Assigned task –
Transcribe the records below. Leave every line exactly as written.

[Start of Attachment]

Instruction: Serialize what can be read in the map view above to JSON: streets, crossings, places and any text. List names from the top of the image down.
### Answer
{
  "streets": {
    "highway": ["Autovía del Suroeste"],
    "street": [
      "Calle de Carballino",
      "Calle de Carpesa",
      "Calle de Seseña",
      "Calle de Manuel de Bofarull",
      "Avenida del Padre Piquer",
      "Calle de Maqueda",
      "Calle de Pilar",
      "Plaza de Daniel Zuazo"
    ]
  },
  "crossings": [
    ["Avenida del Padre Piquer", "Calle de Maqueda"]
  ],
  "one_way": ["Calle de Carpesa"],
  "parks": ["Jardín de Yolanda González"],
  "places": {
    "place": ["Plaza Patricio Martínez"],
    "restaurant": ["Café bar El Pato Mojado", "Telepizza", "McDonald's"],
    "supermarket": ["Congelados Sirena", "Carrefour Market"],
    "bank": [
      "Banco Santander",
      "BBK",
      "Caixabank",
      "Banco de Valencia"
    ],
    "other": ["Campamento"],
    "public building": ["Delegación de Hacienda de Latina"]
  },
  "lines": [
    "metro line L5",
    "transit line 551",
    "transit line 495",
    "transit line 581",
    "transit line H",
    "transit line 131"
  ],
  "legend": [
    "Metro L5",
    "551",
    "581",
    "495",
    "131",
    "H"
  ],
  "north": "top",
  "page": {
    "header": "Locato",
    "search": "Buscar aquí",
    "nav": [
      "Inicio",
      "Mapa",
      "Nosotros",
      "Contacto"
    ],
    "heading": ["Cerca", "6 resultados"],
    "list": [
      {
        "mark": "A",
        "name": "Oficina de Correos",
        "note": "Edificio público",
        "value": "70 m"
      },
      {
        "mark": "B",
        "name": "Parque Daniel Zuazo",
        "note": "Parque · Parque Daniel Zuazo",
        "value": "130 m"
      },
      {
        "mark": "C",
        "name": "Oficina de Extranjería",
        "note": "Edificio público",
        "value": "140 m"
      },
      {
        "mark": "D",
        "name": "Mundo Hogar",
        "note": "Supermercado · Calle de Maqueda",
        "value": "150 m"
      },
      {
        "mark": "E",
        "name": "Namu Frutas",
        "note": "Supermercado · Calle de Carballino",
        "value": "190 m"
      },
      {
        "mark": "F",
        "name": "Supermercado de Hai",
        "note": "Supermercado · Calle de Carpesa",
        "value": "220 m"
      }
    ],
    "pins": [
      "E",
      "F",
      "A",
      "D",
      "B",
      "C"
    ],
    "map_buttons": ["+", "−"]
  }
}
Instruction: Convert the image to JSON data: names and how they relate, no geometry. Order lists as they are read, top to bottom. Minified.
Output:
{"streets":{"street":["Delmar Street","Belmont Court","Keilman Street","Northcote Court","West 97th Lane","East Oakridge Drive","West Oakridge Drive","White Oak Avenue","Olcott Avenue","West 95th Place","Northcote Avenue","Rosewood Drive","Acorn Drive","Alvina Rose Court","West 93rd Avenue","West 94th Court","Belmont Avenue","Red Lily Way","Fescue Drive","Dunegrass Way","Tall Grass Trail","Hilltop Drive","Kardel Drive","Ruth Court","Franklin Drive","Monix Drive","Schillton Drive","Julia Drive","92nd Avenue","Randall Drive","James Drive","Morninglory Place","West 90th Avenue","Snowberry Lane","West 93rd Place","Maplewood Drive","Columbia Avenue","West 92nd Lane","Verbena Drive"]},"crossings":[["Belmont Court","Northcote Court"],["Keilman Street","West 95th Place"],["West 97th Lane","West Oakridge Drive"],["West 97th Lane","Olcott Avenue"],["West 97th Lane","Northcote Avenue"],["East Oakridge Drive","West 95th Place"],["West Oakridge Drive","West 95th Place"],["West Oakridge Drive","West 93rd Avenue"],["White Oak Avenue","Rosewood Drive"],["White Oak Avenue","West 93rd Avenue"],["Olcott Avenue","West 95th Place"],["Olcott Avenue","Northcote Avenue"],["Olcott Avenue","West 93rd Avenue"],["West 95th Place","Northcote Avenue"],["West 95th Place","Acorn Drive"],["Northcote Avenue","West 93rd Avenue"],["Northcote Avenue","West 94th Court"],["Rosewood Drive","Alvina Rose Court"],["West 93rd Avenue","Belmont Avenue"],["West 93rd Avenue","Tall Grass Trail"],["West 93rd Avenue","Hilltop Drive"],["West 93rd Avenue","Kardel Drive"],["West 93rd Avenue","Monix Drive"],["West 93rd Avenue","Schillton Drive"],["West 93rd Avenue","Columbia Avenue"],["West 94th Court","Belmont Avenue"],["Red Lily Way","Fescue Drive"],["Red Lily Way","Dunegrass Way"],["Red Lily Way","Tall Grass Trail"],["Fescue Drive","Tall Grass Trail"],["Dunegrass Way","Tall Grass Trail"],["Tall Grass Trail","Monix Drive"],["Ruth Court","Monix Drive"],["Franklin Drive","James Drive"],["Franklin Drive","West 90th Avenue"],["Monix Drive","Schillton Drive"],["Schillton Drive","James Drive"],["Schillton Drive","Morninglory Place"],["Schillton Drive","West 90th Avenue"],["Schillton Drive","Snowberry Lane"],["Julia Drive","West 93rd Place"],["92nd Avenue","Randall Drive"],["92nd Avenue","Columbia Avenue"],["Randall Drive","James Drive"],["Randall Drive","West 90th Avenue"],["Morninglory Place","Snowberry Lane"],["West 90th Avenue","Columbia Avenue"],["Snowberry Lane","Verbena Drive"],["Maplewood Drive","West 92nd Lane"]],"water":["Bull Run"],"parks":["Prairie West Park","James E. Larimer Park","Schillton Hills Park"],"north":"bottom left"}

[End of Attachment]

Answer to this exercise –
Instruction: Serialize what can be read in the map view above to JSON: streets, crossings, places and any text. List names from the top of the image down.
### Answer
{
  "streets": {
    "highway": ["Autovía del Suroeste"],
    "street": [
      "Calle de Carballino",
      "Calle de Carpesa",
      "Calle de Seseña",
      "Calle de Manuel de Bofarull",
      "Avenida del Padre Piquer",
      "Calle de Maqueda",
      "Calle de Pilar",
      "Plaza de Daniel Zuazo"
    ]
  },
  "crossings": [
    ["Avenida del Padre Piquer", "Calle de Maqueda"]
  ],
  "one_way": ["Calle de Carpesa"],
  "parks": ["Jardín de Yolanda González"],
  "places": {
    "place": ["Plaza Patricio Martínez"],
    "restaurant": ["Café bar El Pato Mojado", "Telepizza", "McDonald's"],
    "supermarket": ["Congelados Sirena", "Carrefour Market"],
    "bank": [
      "Banco Santander",
      "BBK",
      "Caixabank",
      "Banco de Valencia"
    ],
    "other": ["Campamento"],
    "public building": ["Delegación de Hacienda de Latina"]
  },
  "lines": [
    "metro line L5",
    "transit line 551",
    "transit line 495",
    "transit line 581",
    "transit line H",
    "transit line 131"
  ],
  "legend": [
    "Metro L5",
    "551",
    "581",
    "495",
    "131",
    "H"
  ],
  "north": "top",
  "page": {
    "header": "Locato",
    "search": "Buscar aquí",
    "nav": [
      "Inicio",
      "Mapa",
      "Nosotros",
      "Contacto"
    ],
    "heading": ["Cerca", "6 resultados"],
    "list": [
      {
        "mark": "A",
        "name": "Oficina de Correos",
        "note": "Edificio público",
        "value": "70 m"
      },
      {
        "mark": "B",
        "name": "Parque Daniel Zuazo",
        "note": "Parque · Parque Daniel Zuazo",
        "value": "130 m"
      },
      {
        "mark": "C",
        "name": "Oficina de Extranjería",
        "note": "Edificio público",
        "value": "140 m"
      },
      {
        "mark": "D",
        "name": "Mundo Hogar",
        "note": "Supermercado · Calle de Maqueda",
        "value": "150 m"
      },
      {
        "mark": "E",
        "name": "Namu Frutas",
        "note": "Supermercado · Calle de Carballino",
        "value": "190 m"
      },
      {
        "mark": "F",
        "name": "Supermercado de Hai",
        "note": "Supermercado · Calle de Carpesa",
        "value": "220 m"
      }
    ],
    "pins": [
      "E",
      "F",
      "A",
      "D",
      "B",
      "C"
    ],
    "map_buttons": ["+", "−"]
  }
}
Instruction: Convert the image to JSON data: names and how they relate, no geometry. Order lists as they are read, top to bottom. Minified.
Output:
{"streets":{"street":["Delmar Street","Belmont Court","Keilman Street","Northcote Court","West 97th Lane","East Oakridge Drive","West Oakridge Drive","White Oak Avenue","Olcott Avenue","West 95th Place","Northcote Avenue","Rosewood Drive","Acorn Drive","Alvina Rose Court","West 93rd Avenue","West 94th Court","Belmont Avenue","Red Lily Way","Fescue Drive","Dunegrass Way","Tall Grass Trail","Hilltop Drive","Kardel Drive","Ruth Court","Franklin Drive","Monix Drive","Schillton Drive","Julia Drive","92nd Avenue","Randall Drive","James Drive","Morninglory Place","West 90th Avenue","Snowberry Lane","West 93rd Place","Maplewood Drive","Columbia Avenue","West 92nd Lane","Verbena Drive"]},"crossings":[["Belmont Court","Northcote Court"],["Keilman Street","West 95th Place"],["West 97th Lane","West Oakridge Drive"],["West 97th Lane","Olcott Avenue"],["West 97th Lane","Northcote Avenue"],["East Oakridge Drive","West 95th Place"],["West Oakridge Drive","West 95th Place"],["West Oakridge Drive","West 93rd Avenue"],["White Oak Avenue","Rosewood Drive"],["White Oak Avenue","West 93rd Avenue"],["Olcott Avenue","West 95th Place"],["Olcott Avenue","Northcote Avenue"],["Olcott Avenue","West 93rd Avenue"],["West 95th Place","Northcote Avenue"],["West 95th Place","Acorn Drive"],["Northcote Avenue","West 93rd Avenue"],["Northcote Avenue","West 94th Court"],["Rosewood Drive","Alvina Rose Court"],["West 93rd Avenue","Belmont Avenue"],["West 93rd Avenue","Tall Grass Trail"],["West 93rd Avenue","Hilltop Drive"],["West 93rd Avenue","Kardel Drive"],["West 93rd Avenue","Monix Drive"],["West 93rd Avenue","Schillton Drive"],["West 93rd Avenue","Columbia Avenue"],["West 94th Court","Belmont Avenue"],["Red Lily Way","Fescue Drive"],["Red Lily Way","Dunegrass Way"],["Red Lily Way","Tall Grass Trail"],["Fescue Drive","Tall Grass Trail"],["Dunegrass Way","Tall Grass Trail"],["Tall Grass Trail","Monix Drive"],["Ruth Court","Monix Drive"],["Franklin Drive","James Drive"],["Franklin Drive","West 90th Avenue"],["Monix Drive","Schillton Drive"],["Schillton Drive","James Drive"],["Schillton Drive","Morninglory Place"],["Schillton Drive","West 90th Avenue"],["Schillton Drive","Snowberry Lane"],["Julia Drive","West 93rd Place"],["92nd Avenue","Randall Drive"],["92nd Avenue","Columbia Avenue"],["Randall Drive","James Drive"],["Randall Drive","West 90th Avenue"],["Morninglory Place","Snowberry Lane"],["West 90th Avenue","Columbia Avenue"],["Snowberry Lane","Verbena Drive"],["Maplewood Drive","West 92nd Lane"]],"water":["Bull Run"],"parks":["Prairie West Park","James E. Larimer Park","Schillton Hills Park"],"north":"bottom left"}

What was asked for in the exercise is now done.